- Implement dead-letter queue (DLQ) to capture failed VM operations - Implement auto-purge to clean up stale queue entries - Implement health checks to monitor queue health - Add comprehensive tests and documentation Features: - DLQ captures failures from pending, clone, and ready queues - Auto-purge removes stale VMs with configurable thresholds - Health checks expose metrics for monitoring and alerting - All features opt-in via configuration (backward compatible)
11 KiB
Redis Queue Reliability Features
Overview
This document describes the implementation of dead-letter queues (DLQ), auto-purge mechanisms, and health checks for VMPooler Redis queues.
Background
Current Queue Structure
VMPooler uses Redis sets and sorted sets for queue management:
- Pool Queues (Sets):
vmpooler__pending__#{pool},vmpooler__ready__#{pool},vmpooler__running__#{pool},vmpooler__completed__#{pool},vmpooler__discovered__#{pool},vmpooler__migrating__#{pool} - Task Queues (Sorted Sets):
vmpooler__odcreate__task(on-demand creation tasks),vmpooler__provisioning__processing - Task Queues (Sets):
vmpooler__tasks__disk,vmpooler__tasks__snapshot,vmpooler__tasks__snapshot-revert - VM Metadata (Hashes):
vmpooler__vm__#{vm}- contains clone time, IP, template, pool, domain, request_id, pool_alias, error details - Request Metadata (Hashes):
vmpooler__odrequest__#{request_id}- contains status, retry_count, token info
Current Error Handling
- Permanent errors (e.g., template not found) are detected in
_clone_vmrescue block - Failed VMs are removed from pending queue
- Request status is set to 'failed' and re-queue is prevented in outer
clone_vmrescue block - VM metadata expires after data_ttl hours
Problem Areas
- Lost visibility: Failed messages are removed but no centralized tracking
- Stale data: VMs stuck in queues due to process crashes or bugs
- No monitoring: No automated way to detect queue health issues
- Manual cleanup: Operators must manually identify and clean stale entries
Feature Requirements
1. Dead-Letter Queue (DLQ)
Purpose
Capture failed VM creation requests for visibility, debugging, and potential retry/recovery.
Design
DLQ Structure:
vmpooler__dlq__pending # Failed pending VMs (sorted set, scored by failure timestamp)

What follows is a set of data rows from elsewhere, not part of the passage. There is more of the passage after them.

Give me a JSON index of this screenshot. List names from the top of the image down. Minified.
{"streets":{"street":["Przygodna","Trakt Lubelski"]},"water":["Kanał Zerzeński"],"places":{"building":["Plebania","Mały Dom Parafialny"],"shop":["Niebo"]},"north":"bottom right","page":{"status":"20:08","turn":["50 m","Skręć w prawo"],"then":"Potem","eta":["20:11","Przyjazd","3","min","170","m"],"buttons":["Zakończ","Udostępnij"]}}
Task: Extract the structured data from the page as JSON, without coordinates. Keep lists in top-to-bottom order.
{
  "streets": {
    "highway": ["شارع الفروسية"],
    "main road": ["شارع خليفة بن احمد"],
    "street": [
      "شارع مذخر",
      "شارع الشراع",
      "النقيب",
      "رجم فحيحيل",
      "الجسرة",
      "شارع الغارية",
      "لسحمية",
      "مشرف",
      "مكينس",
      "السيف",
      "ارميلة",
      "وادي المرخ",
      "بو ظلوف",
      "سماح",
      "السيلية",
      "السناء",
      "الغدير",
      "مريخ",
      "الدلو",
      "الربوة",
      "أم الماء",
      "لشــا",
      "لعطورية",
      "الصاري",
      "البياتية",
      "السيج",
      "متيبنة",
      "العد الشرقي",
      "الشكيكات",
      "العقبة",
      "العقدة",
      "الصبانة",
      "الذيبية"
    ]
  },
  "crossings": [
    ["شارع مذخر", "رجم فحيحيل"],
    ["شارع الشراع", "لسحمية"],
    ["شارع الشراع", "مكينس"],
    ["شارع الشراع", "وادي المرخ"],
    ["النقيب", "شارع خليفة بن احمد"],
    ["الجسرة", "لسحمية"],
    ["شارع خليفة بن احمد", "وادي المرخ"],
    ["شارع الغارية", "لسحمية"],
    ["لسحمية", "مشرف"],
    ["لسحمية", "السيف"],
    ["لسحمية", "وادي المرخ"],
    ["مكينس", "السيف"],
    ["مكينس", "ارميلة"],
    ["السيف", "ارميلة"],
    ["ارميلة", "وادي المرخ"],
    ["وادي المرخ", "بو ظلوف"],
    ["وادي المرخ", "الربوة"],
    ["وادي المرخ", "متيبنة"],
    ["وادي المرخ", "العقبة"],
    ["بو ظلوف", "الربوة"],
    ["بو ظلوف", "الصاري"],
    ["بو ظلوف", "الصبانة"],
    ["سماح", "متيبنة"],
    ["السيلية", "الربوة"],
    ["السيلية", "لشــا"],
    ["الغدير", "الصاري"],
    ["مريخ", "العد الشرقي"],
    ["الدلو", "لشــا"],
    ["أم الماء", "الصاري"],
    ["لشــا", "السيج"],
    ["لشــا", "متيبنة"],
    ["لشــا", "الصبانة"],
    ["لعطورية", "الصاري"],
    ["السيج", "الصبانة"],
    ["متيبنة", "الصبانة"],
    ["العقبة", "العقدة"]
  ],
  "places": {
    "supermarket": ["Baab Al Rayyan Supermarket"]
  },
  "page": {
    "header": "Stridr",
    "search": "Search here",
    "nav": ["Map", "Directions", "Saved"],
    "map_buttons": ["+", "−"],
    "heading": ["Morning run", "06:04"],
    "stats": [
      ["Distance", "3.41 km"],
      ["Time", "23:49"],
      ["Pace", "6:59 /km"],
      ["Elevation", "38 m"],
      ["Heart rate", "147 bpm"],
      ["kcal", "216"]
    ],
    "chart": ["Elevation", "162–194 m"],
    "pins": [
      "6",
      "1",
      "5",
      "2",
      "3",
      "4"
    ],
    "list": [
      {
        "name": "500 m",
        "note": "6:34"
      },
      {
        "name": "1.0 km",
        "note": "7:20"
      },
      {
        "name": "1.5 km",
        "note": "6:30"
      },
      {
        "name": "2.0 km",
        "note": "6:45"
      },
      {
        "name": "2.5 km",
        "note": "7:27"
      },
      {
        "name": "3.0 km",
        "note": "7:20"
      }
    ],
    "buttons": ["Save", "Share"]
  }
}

vmpooler__dlq__clone # Failed clone operations (sorted set)
vmpooler__dlq__ready # Failed ready queue VMs (sorted set)
vmpooler__dlq__tasks # Failed tasks (hash of task_type -> failed items)
DLQ Entry Format:
{
"vm": "vm-name-abc123",
"pool": "pool-name",
"queue_from": "pending",
"error_class": "StandardError",
"error_message": "template does not exist",
"failed_at": "2024-01-15T10:30:00Z",
"retry_count": 3,
"request_id": "req-123456",
"pool_alias": "centos-7"
}
Configuration:
:redis:
dlq_enabled: true
dlq_ttl: 168 # hours (7 days)
dlq_max_entries: 10000 # per DLQ queue
Implementation Points:
fail_pending_vm: Move to DLQ when VM fails during pending checks_clone_vmrescue: Move to DLQ on clone failure_check_ready_vm: Move to DLQ when ready VM becomes unreachable_destroy_vmrescue: Log destroy failures to DLQ
Acceptance Criteria:
- Failed VMs are automatically moved to appropriate DLQ
- DLQ entries contain complete failure context (error, timestamp, retry count)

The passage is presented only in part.